(WHAT TO WORK ON): Go through the records below line by line, counting those that contain the word "serif"; answer with the count only.

*** Opening EXTRACTED ENTRIES ***

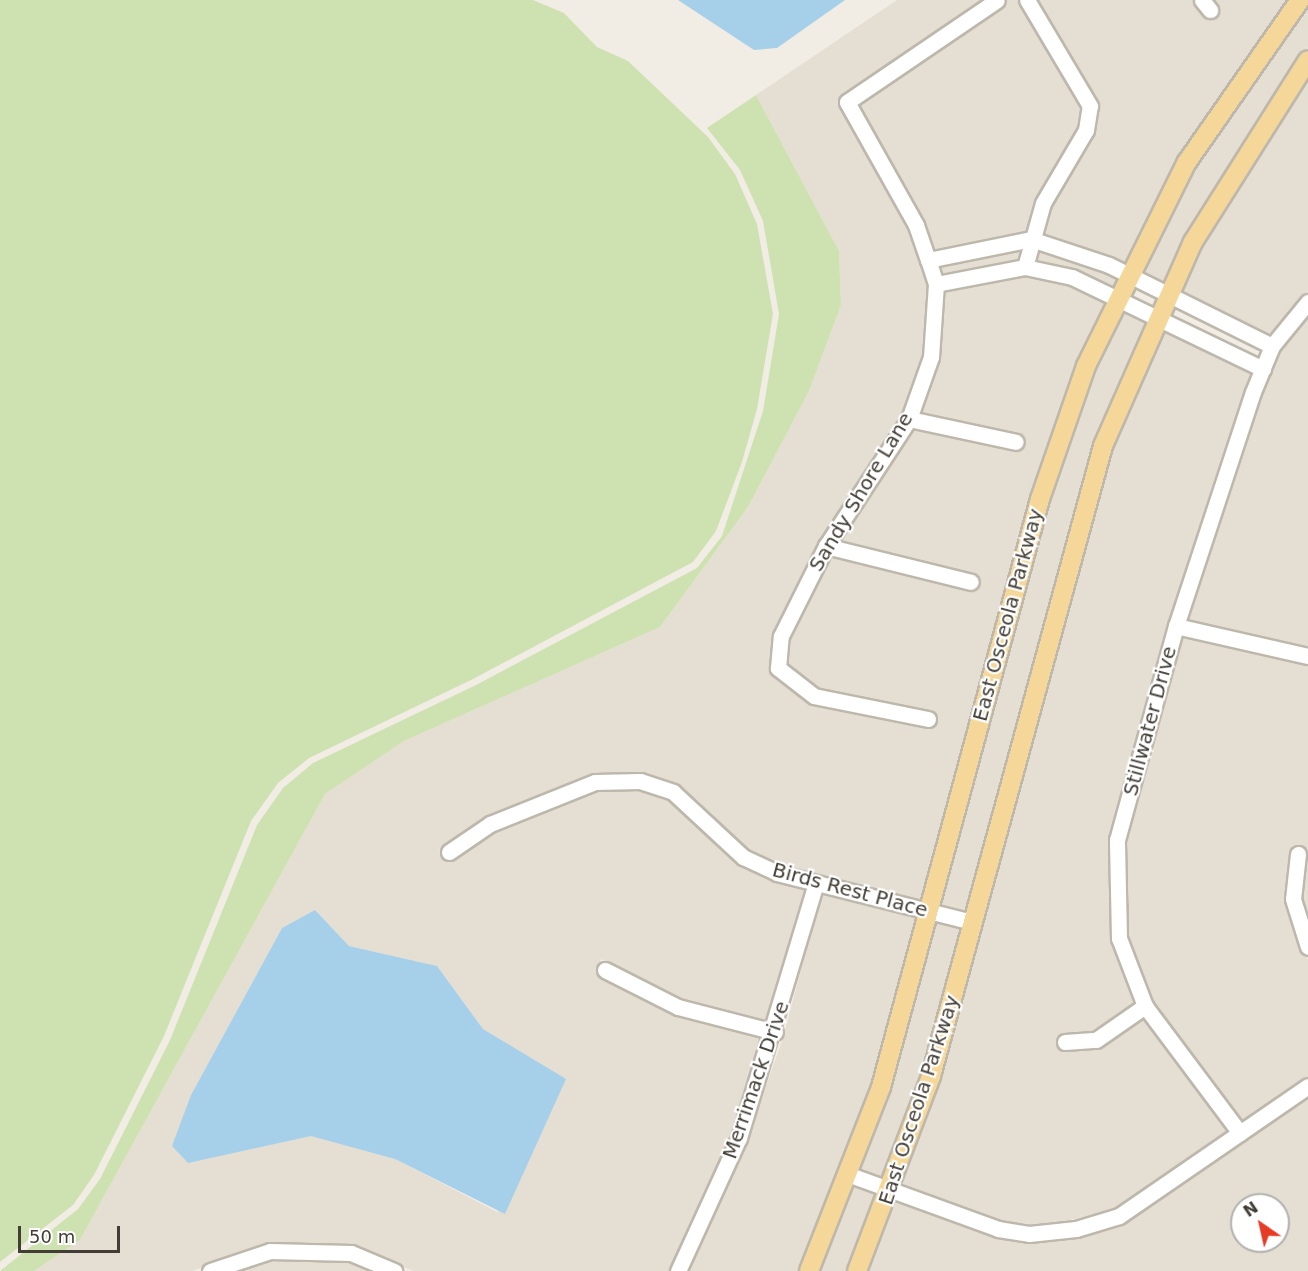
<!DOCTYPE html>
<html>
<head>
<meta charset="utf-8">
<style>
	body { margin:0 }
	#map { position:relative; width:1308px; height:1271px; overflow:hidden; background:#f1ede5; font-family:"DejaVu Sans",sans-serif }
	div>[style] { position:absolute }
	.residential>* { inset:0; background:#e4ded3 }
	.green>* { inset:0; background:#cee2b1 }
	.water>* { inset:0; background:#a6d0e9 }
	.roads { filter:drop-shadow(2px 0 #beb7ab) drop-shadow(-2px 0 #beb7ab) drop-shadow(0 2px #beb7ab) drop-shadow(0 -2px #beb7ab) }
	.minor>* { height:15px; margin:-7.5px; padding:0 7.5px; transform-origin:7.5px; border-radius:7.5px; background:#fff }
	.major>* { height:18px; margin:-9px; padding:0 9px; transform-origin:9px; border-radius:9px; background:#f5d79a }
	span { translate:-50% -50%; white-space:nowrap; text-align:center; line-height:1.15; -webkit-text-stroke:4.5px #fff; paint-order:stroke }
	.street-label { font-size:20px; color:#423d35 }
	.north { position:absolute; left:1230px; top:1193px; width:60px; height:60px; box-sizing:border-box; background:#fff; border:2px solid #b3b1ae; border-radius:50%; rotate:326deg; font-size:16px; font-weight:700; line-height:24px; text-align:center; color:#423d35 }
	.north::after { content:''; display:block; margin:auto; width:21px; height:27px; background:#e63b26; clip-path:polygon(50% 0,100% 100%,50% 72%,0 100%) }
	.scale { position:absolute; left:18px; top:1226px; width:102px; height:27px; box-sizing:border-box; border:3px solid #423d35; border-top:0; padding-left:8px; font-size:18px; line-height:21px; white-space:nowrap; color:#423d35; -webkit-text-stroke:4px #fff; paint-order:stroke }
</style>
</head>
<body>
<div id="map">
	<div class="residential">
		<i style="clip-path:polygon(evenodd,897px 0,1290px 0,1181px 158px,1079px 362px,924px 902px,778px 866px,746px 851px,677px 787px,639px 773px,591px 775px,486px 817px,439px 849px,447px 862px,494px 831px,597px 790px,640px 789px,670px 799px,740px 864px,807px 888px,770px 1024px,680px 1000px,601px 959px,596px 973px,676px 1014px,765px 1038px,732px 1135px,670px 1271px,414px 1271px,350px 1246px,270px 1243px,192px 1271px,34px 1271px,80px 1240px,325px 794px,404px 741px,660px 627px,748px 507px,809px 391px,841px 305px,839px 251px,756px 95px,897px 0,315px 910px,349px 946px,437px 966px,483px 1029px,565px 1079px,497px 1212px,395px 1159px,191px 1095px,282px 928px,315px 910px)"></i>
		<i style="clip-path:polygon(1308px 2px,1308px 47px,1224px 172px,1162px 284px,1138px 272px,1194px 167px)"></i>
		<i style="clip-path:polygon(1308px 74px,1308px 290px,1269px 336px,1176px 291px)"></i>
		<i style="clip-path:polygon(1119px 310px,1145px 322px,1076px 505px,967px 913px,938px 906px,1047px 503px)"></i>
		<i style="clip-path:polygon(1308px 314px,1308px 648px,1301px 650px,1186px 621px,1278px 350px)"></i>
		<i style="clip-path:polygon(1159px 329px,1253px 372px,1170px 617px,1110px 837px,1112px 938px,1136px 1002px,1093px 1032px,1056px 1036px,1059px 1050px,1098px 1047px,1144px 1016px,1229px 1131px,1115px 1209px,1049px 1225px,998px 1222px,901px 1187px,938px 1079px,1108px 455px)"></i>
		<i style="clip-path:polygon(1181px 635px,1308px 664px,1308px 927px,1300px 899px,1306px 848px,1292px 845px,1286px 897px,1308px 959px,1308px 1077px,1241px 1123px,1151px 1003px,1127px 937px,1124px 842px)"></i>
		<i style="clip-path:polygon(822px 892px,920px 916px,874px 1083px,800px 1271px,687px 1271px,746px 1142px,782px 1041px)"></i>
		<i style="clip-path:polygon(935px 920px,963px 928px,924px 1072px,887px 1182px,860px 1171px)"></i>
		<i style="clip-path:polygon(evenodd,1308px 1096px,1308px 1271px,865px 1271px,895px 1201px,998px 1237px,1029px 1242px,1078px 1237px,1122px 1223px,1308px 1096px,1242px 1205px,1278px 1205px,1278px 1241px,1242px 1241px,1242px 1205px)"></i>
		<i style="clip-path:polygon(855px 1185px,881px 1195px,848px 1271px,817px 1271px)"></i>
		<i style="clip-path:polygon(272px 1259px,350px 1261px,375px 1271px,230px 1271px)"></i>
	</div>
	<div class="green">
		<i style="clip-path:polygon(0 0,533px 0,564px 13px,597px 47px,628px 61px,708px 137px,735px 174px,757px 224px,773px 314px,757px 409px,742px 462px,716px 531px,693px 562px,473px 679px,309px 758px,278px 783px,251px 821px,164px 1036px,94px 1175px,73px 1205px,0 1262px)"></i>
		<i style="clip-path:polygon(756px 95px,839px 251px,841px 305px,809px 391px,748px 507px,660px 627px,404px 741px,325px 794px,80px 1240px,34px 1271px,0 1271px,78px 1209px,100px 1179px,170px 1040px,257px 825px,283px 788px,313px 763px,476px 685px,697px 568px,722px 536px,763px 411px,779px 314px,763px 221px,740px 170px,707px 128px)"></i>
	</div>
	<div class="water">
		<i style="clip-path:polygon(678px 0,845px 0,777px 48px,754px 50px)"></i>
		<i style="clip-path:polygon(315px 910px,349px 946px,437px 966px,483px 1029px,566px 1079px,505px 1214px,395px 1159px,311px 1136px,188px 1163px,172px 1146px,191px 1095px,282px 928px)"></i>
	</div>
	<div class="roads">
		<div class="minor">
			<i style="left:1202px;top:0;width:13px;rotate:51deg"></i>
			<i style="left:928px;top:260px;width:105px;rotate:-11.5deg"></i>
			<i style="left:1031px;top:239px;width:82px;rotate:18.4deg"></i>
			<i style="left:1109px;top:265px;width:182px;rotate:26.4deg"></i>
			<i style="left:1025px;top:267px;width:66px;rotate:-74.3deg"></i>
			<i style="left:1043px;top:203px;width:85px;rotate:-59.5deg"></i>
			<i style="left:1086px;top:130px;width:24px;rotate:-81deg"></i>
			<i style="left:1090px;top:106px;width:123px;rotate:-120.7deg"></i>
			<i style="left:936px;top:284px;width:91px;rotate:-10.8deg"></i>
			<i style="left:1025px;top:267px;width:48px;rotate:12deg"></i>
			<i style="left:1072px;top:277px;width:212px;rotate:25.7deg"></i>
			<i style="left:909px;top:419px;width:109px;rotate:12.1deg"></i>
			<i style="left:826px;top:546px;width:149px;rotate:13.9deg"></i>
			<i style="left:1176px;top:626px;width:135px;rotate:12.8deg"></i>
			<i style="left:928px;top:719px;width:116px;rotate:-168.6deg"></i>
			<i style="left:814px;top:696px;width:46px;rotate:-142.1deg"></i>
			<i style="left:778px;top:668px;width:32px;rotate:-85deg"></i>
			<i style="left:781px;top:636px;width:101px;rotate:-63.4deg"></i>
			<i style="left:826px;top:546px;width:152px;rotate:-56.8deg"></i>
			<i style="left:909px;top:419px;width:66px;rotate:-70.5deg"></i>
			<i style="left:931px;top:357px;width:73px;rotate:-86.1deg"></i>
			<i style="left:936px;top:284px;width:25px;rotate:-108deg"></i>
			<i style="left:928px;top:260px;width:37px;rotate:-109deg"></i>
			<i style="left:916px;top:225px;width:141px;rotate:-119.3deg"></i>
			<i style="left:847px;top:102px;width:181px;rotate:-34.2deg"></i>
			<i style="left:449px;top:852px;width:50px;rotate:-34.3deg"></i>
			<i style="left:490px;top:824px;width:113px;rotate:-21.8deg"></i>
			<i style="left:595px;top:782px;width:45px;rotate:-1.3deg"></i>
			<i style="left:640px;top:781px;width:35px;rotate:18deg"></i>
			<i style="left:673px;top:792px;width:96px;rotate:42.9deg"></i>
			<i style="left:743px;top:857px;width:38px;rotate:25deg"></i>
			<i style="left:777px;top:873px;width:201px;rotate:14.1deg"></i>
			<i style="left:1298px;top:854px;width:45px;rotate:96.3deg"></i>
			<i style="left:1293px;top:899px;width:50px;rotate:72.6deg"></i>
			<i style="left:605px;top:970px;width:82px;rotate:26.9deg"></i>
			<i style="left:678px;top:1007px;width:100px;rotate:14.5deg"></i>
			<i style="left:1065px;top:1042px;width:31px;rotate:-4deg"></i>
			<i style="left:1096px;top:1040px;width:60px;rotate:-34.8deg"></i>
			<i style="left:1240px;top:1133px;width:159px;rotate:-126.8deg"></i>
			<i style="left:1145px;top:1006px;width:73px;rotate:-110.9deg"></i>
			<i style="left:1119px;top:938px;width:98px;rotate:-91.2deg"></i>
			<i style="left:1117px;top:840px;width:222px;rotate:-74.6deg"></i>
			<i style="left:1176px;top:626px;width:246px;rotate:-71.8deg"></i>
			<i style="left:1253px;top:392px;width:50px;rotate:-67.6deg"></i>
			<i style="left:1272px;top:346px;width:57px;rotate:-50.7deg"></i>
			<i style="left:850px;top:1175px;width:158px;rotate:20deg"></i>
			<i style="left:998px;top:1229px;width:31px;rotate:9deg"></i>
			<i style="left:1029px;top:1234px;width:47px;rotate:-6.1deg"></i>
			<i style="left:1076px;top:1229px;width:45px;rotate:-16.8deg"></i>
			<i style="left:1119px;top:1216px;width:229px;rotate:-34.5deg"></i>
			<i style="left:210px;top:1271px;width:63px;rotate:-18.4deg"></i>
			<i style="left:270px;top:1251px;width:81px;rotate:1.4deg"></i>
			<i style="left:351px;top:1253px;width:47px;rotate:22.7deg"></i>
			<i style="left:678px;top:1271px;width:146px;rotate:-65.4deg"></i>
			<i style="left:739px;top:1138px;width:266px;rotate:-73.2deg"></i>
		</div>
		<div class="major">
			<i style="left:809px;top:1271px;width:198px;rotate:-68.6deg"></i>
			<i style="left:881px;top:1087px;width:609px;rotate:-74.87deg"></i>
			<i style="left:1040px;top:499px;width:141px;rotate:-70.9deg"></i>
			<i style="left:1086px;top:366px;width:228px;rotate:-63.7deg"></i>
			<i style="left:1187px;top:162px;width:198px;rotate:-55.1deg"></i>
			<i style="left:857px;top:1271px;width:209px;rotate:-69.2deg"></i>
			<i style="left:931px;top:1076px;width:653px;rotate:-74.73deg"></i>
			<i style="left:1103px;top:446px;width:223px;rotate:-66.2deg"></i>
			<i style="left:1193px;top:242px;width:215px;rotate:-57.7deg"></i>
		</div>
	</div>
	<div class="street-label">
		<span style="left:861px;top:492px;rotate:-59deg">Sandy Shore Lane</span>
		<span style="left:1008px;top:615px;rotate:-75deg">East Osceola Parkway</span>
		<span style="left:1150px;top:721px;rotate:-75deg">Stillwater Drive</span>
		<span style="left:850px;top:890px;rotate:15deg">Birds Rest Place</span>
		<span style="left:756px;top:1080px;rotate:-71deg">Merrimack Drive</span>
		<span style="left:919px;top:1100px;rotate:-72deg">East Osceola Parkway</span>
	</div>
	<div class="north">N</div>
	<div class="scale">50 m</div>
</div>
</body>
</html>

*** Closing EXTRACTED ENTRIES ***
*** Opening EXTRACTED ENTRIES ***

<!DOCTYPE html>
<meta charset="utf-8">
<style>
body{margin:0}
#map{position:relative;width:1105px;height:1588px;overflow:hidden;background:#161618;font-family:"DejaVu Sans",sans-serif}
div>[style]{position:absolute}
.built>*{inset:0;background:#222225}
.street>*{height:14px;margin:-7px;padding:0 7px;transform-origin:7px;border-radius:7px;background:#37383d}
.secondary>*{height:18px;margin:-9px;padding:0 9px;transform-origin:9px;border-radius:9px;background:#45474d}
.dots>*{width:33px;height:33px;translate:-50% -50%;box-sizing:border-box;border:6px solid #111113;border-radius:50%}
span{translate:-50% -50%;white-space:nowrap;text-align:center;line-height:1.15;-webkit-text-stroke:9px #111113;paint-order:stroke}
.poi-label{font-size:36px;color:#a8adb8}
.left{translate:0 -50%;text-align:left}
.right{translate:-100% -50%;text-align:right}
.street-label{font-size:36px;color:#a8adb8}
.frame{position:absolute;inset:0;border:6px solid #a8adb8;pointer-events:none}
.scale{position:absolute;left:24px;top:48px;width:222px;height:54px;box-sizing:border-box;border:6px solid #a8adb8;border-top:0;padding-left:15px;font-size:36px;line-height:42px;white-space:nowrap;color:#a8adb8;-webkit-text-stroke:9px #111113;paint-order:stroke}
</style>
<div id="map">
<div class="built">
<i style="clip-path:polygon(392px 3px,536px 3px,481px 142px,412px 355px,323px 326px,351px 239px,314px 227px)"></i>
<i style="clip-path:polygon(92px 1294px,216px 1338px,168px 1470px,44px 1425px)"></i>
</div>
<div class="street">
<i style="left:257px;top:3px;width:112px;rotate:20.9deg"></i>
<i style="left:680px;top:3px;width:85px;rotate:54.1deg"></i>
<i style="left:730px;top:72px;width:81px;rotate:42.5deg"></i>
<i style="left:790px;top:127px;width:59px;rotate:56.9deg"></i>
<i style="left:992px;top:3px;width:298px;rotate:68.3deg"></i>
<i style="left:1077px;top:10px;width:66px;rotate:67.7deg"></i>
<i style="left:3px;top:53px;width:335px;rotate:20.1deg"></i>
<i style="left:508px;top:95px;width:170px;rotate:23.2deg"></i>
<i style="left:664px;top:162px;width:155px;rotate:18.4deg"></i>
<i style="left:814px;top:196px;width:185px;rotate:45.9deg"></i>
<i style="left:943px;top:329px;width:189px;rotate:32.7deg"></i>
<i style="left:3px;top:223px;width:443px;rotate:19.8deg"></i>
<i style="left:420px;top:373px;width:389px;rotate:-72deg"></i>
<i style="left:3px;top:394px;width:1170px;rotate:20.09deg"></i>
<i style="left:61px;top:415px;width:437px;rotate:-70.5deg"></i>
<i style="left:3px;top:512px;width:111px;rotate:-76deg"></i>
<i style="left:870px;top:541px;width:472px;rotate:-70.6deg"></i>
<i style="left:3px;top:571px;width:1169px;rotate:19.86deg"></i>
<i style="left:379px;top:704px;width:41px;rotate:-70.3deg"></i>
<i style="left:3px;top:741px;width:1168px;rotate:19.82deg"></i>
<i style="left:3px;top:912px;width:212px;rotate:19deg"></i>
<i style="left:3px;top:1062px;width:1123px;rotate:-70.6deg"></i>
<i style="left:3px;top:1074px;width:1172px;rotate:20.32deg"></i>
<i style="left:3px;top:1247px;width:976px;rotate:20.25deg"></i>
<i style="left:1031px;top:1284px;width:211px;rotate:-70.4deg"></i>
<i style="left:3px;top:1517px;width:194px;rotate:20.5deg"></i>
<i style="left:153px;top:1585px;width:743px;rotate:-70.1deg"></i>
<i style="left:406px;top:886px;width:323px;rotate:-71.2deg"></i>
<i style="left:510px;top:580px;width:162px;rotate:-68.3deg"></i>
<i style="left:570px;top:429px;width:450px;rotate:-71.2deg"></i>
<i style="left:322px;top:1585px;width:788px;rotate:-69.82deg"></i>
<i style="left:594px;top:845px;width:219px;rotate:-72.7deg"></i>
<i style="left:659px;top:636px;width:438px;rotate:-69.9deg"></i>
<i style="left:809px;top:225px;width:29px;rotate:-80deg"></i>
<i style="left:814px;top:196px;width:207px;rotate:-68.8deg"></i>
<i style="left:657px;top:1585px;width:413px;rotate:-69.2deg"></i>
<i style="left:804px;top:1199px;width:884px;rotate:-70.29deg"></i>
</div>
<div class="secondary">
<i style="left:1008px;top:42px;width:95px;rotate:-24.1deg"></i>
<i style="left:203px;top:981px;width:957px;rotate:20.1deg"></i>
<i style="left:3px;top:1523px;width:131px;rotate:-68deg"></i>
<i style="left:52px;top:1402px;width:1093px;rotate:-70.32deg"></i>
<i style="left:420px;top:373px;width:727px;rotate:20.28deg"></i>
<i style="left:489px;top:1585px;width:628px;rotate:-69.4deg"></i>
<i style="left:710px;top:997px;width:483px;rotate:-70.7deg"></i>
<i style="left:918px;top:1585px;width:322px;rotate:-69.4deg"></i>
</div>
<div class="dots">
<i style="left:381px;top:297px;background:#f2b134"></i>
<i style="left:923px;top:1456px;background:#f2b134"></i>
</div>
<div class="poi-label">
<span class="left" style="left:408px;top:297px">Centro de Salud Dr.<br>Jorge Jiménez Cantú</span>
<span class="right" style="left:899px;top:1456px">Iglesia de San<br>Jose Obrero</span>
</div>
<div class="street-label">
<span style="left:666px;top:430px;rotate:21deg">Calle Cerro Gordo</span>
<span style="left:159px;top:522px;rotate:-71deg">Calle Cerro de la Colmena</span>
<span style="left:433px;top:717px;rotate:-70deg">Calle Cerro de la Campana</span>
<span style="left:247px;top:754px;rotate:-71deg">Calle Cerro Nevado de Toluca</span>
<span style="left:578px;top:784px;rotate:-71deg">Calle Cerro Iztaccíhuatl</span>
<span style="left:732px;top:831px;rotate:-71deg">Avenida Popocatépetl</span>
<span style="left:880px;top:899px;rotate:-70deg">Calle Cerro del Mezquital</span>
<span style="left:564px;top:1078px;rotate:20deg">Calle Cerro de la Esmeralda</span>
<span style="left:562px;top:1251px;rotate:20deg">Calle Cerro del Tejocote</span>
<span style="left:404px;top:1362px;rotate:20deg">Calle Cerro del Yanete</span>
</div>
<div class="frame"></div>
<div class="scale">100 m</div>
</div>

*** Closing EXTRACTED ENTRIES ***

(EXERCISE RESULT): 2